IT hardware stock Dell Technologies (DELL) has gone nowhere for two years, but that could be about to change. The Texas-based company’s stock has shot to the top of Wells Fargo’s IT hardware selections. AI server revenue is projected to rally to $30 billion–$35 billion or more in fiscal 2027 (to end Jan).
In November, Dell projected $25 billion in fiscal 2026 revenue from AI server shipments, up from its previous $20 billion estimate. The company’s AI server backlog rose to $18.4 billion by the end of Q3, fuelled by $12.3 billion in new orders. Additionally, it shipped servers worth $5.6 billion in the quarter.

Having secured deals with the US Department of Energy and Abu Dhabi’s AI firm G42, the company also counts Elon Musk’s AI start-up xAI, now merged with Space X, and CoreWeave (CRWV) among its customers.
Massive capex
Big Tech’s multi-billion dollar push to build out AI infrastructure has triggered price increases for DRAM (dynamic random-access memory) and flash memory NAND. This comes amid high competition in the server market.
| Dell Technologies (DELL) | Price: $122.27 | Market cap: $81.03bn |
The company raised its Q4 revenue and EPS guidance in November. Revenues are now predicted to hit between $31 billion and $32 billion, above previous Wall Street expectations of $27.59 billion.

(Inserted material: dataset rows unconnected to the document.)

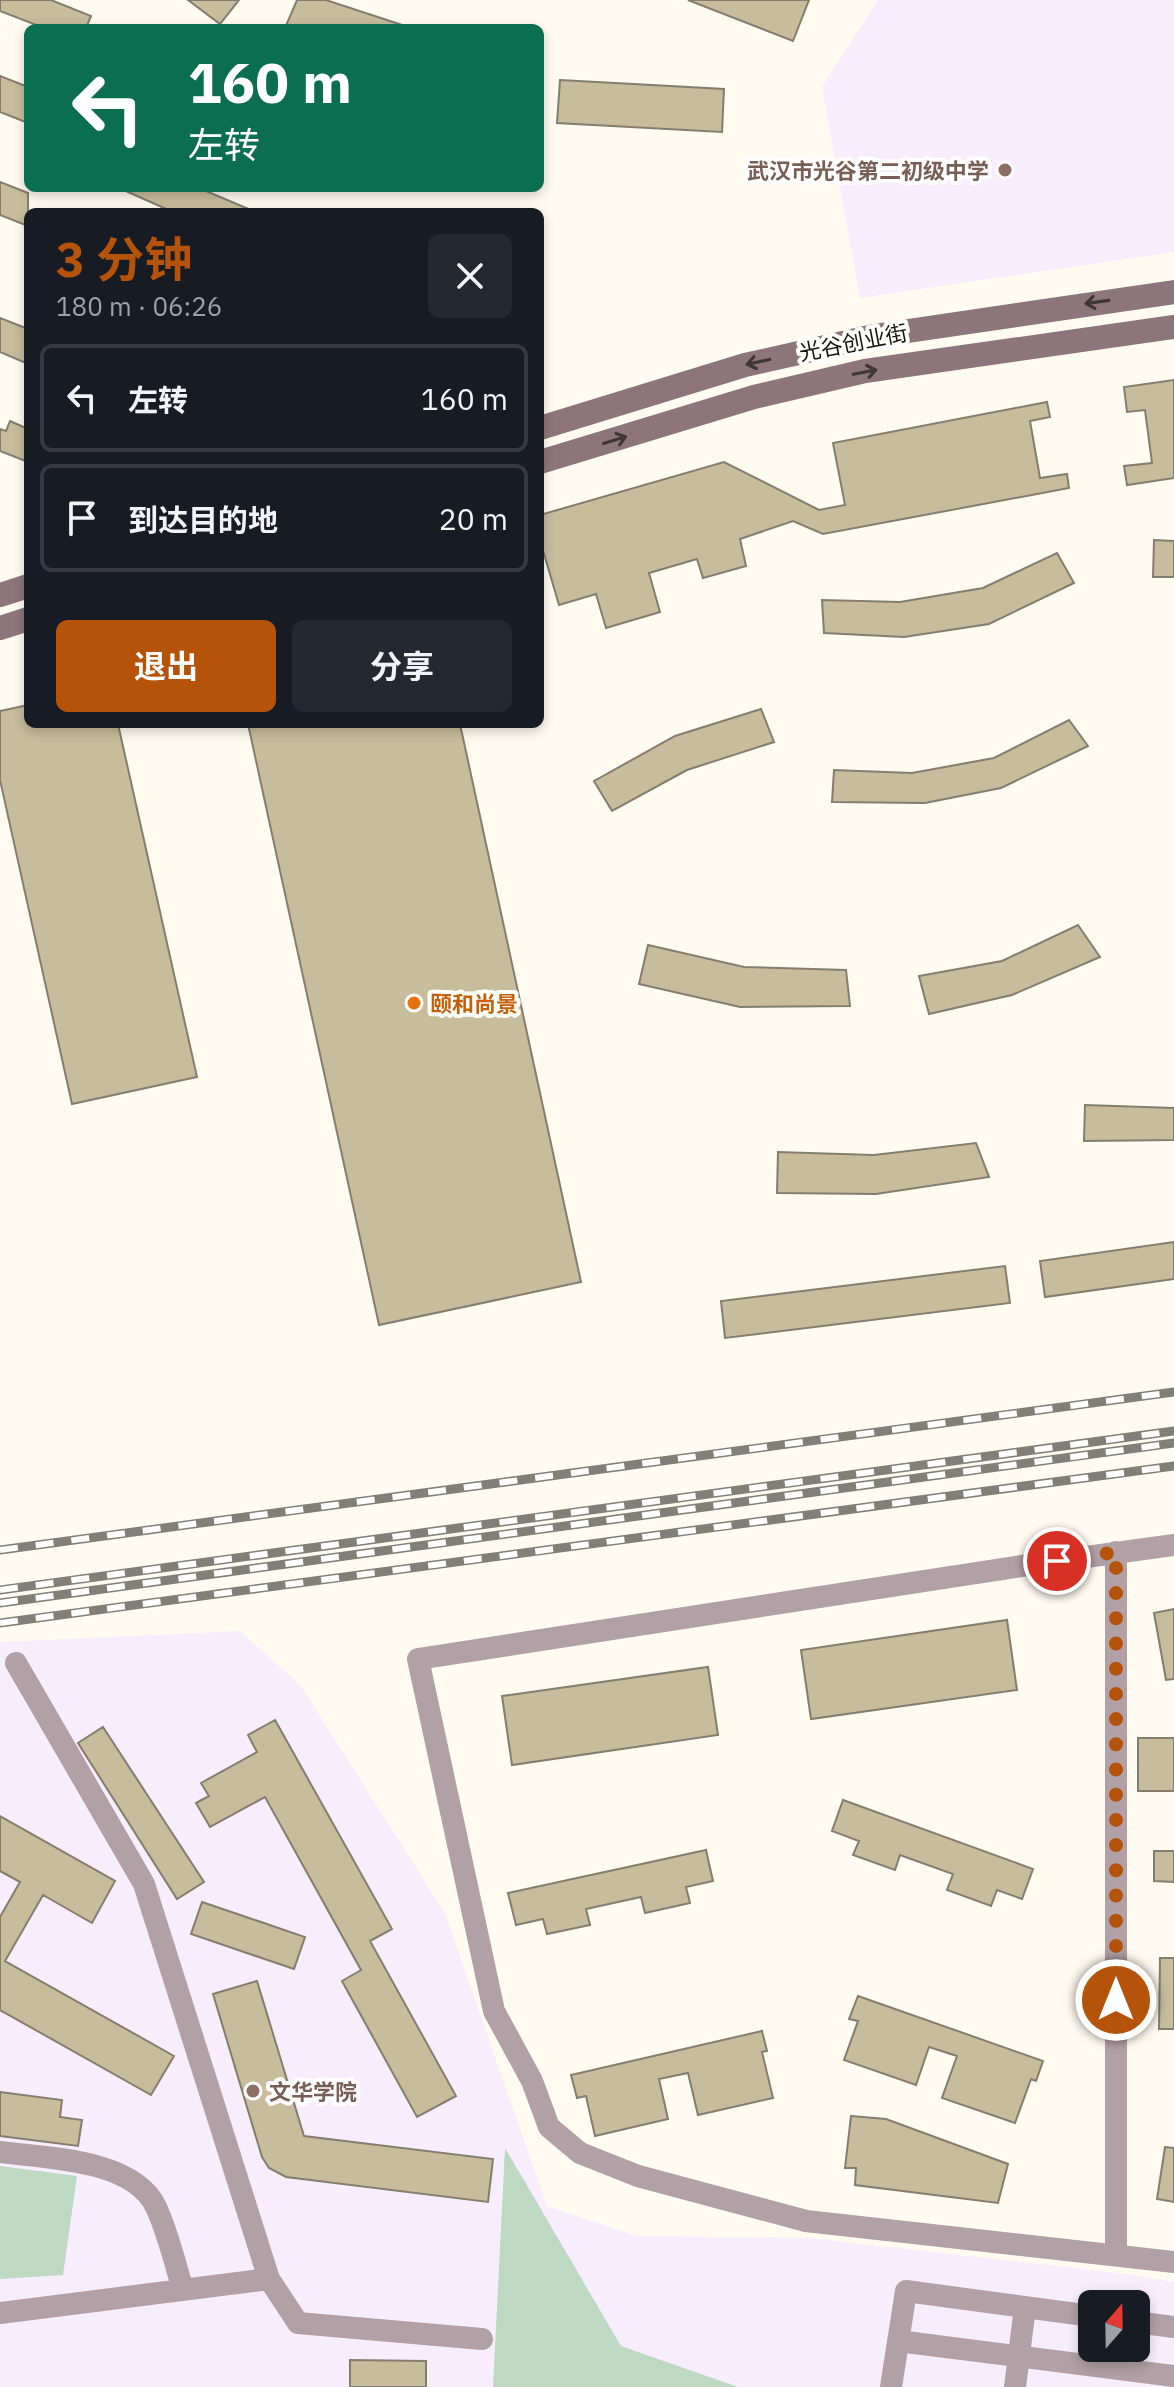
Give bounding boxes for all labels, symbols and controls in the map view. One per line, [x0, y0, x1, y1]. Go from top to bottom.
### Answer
text: 160 m [188, 46, 352, 118]
icon: left [56, 56, 160, 160]
text: 左转 [188, 121, 260, 168]
place label: 武汉市光谷第二初级中学 [747, 156, 989, 185]
marker: 武汉市光谷第二初级中学 [996, 161, 1014, 179]
text: 3 分钟 [56, 228, 192, 290]
button: close [428, 234, 512, 318]
text: 180 m · 06:26 [56, 289, 222, 323]
one-way arrow [1085, 295, 1110, 310]
street label: 光谷创业街 [796, 317, 910, 367]
one-way arrow [746, 355, 771, 370]
one-way arrow [852, 363, 878, 378]
icon: left [60, 376, 104, 420]
text: 160 m [421, 379, 508, 418]
text: 左转 [128, 380, 188, 419]
one-way arrow [602, 431, 627, 446]
icon: arrive [60, 496, 104, 540]
text: 20 m [439, 499, 508, 538]
text: 到达目的地 [128, 500, 278, 539]
button: 退出 [56, 620, 276, 712]
button: 分享 [292, 620, 512, 712]
place label: 颐和尚景 [430, 989, 518, 1018]
marker: 颐和尚景 [405, 994, 423, 1012]
pin [1023, 1527, 1091, 1595]
icon: arrive [1035, 1539, 1079, 1583]
position arrow [1074, 1958, 1158, 2042]
place label: 文华学院 [269, 2077, 357, 2106]
marker: 文华学院 [244, 2082, 262, 2100]
north arrow [1078, 2290, 1150, 2362]
map controls [1078, 2290, 1150, 2362]

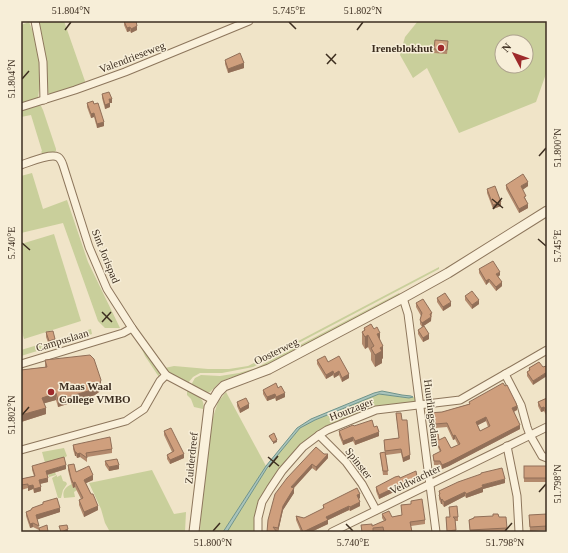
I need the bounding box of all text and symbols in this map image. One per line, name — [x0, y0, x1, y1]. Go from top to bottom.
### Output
text: 51.804°N — [52, 5, 90, 16]
text: 5.745°E — [273, 5, 305, 16]
text: 51.802°N — [344, 5, 382, 16]
north arrow — [494, 34, 534, 74]
street label: Valendrieseweg — [97, 39, 167, 75]
text: N — [499, 40, 514, 54]
place label: Ireneblokhut — [371, 42, 433, 54]
marker: Ireneblokhut — [436, 43, 446, 53]
text: 51.804°N — [6, 60, 17, 98]
text: 51.800°N — [552, 129, 563, 167]
text: 5.740°E — [6, 227, 17, 259]
street label: Sint Jorispad — [90, 227, 122, 285]
text: 5.745°E — [552, 230, 563, 262]
street label: Campuslaan — [34, 326, 90, 354]
street label: Oosterweg — [252, 335, 300, 367]
street label: Huurlingsedam — [422, 379, 442, 448]
place label: Maas Waal College VMBO — [59, 380, 131, 405]
marker: Maas Waal College VMBO — [46, 387, 56, 397]
street label: Houtzager — [327, 395, 375, 423]
text: 51.802°N — [6, 396, 17, 434]
street label: Zuiderdreef — [182, 431, 200, 484]
street label: Spinster — [343, 445, 375, 481]
street label: Veldwachter — [388, 461, 443, 496]
text: 51.798°N — [552, 465, 563, 503]
text: 51.800°N — [194, 537, 232, 548]
text: 5.740°E — [337, 537, 369, 548]
text: 51.798°N — [486, 537, 524, 548]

EPS forecasts have been bumped up from $3.21 to a consensus of $3.53, based on Koyfin data.
Dell’s stock has struggled to keep pace with rampant earnings growth in recent years. EPS compound average growth is 30%+ over the past five years. It is projected to rise 30% again in fiscal 2026, and increase 16.5% in 2027, the current financial year.
Sustainable growth?
Yet investors have been reluctant to back the stock with questions raised about the sustainability of double-digit profits growth. These doubts have largely centred around weak PC and laptop sales. There is also a risk to margins amid hardware component cost pressures.

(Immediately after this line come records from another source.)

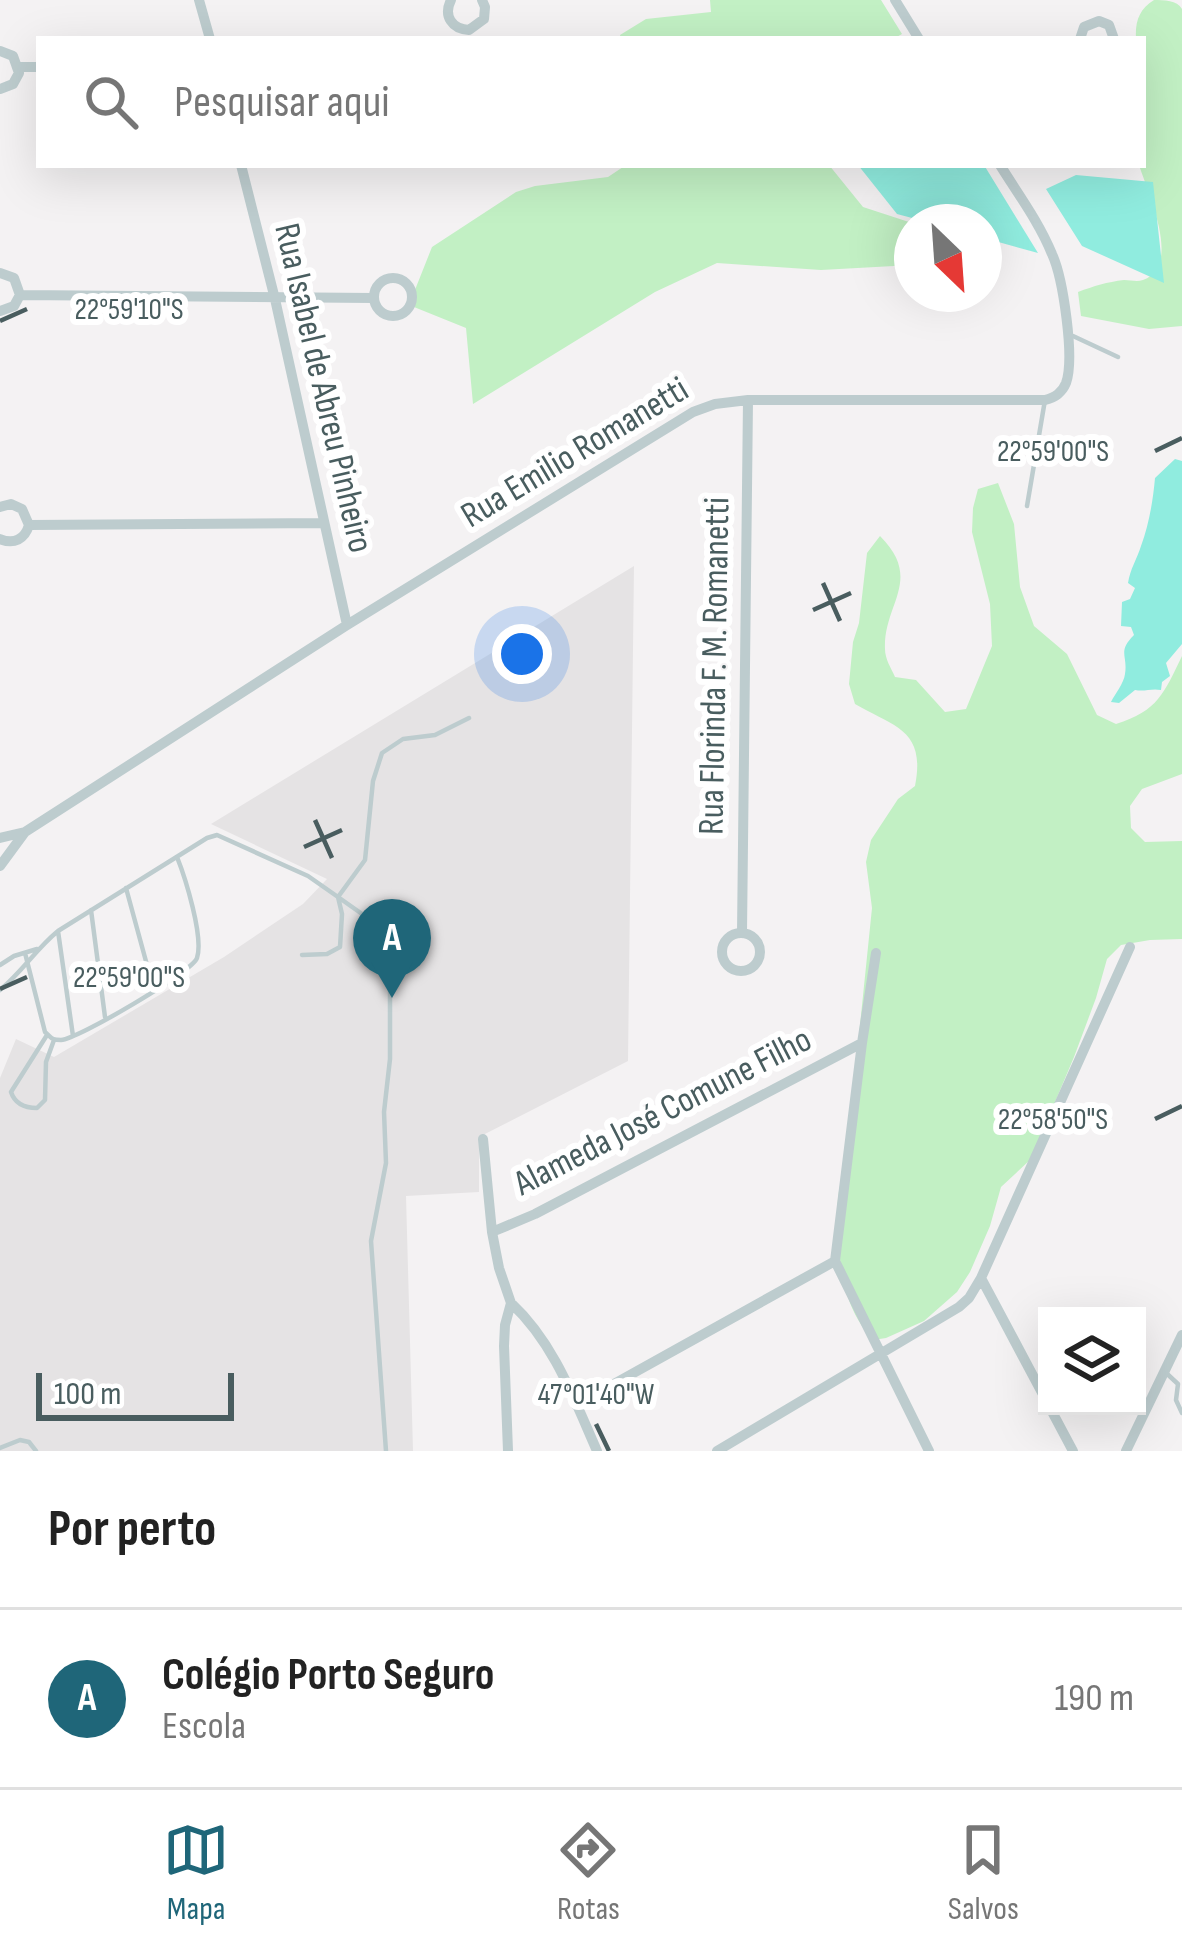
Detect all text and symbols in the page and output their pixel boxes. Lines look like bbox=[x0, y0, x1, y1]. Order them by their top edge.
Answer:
search box bbox=[36, 36, 1146, 168]
icon: search bbox=[78, 69, 144, 135]
text: Pesquisar aqui bbox=[174, 75, 390, 130]
north arrow bbox=[894, 204, 1002, 312]
street label: Rua Isabel de Abreu Pinheiro bbox=[264, 219, 382, 557]
text: 22°59'10"S bbox=[74, 292, 184, 328]
street label: Rua Emilio Romanetti bbox=[454, 368, 696, 538]
text: 22°59'00"S bbox=[997, 434, 1109, 470]
street label: Rua Florinda F. M. Romanetti bbox=[691, 497, 739, 835]
your location bbox=[492, 624, 552, 684]
pin: A bbox=[353, 899, 431, 998]
text: 22°59'00"S bbox=[73, 960, 185, 996]
street label: Alameda José Comune Filho bbox=[506, 1018, 819, 1206]
text: 22°58'50"S bbox=[998, 1102, 1108, 1138]
map controls bbox=[1038, 1307, 1146, 1415]
button: layers bbox=[1038, 1307, 1146, 1415]
scale bar bbox=[36, 1367, 234, 1420]
text: 100 m bbox=[54, 1374, 121, 1414]
text: 47°01'40"W bbox=[538, 1377, 655, 1413]
text: Por perto bbox=[48, 1499, 216, 1560]
text: Colégio Porto Seguro bbox=[162, 1648, 494, 1703]
text: A bbox=[78, 1675, 96, 1722]
text: 190 m bbox=[1054, 1675, 1134, 1722]
text: Escola bbox=[162, 1703, 246, 1750]
tab: Mapa bbox=[163, 1817, 229, 1929]
tab: Rotas bbox=[555, 1817, 621, 1929]
tab: Salvos bbox=[948, 1817, 1019, 1929]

It means Dell’s valuation metrics have compressed substantially, with its PE falling from above 22 in May 2024 to less than half that now (10.5, on a rolling 12-monyth basis).
Wells Fargo models Dell’s AI server revenue at $9.4 billion for the January 2026 quarter. This rises to $25.1 billion in calendar 2025, $32.7 billion in 2026, and $37.5 billion in 2027. The firm forecast Q4 revenue of $31.525 billion and non‑GAAP EPS of $3.54, roughly in line with Street expectations.

Operating margins will be crucial to the stock’s near-term performance. These have bounced around the 3% -7% range in recent years and were 6.5% in fiscal 2025. Most recent data has operating margins pitched at 7.3% or so.
The big unknown is the impact steep memory chip pricing and its impact, versus significant data centre demand as hyperscale cloud operators throw billions of dollars at AI capacity hikes.
Yet a rolling 12-month PE of 10.5 has the stock at a discounted valuation versus its mid-teens long-run average.
Consensus price targets for Dell stock are around $158, about 30% above current levels, from a $101-$200 range. Dell will report Q4 and fiscal 2026 earnings after the bell on Thursday, 26 Feb.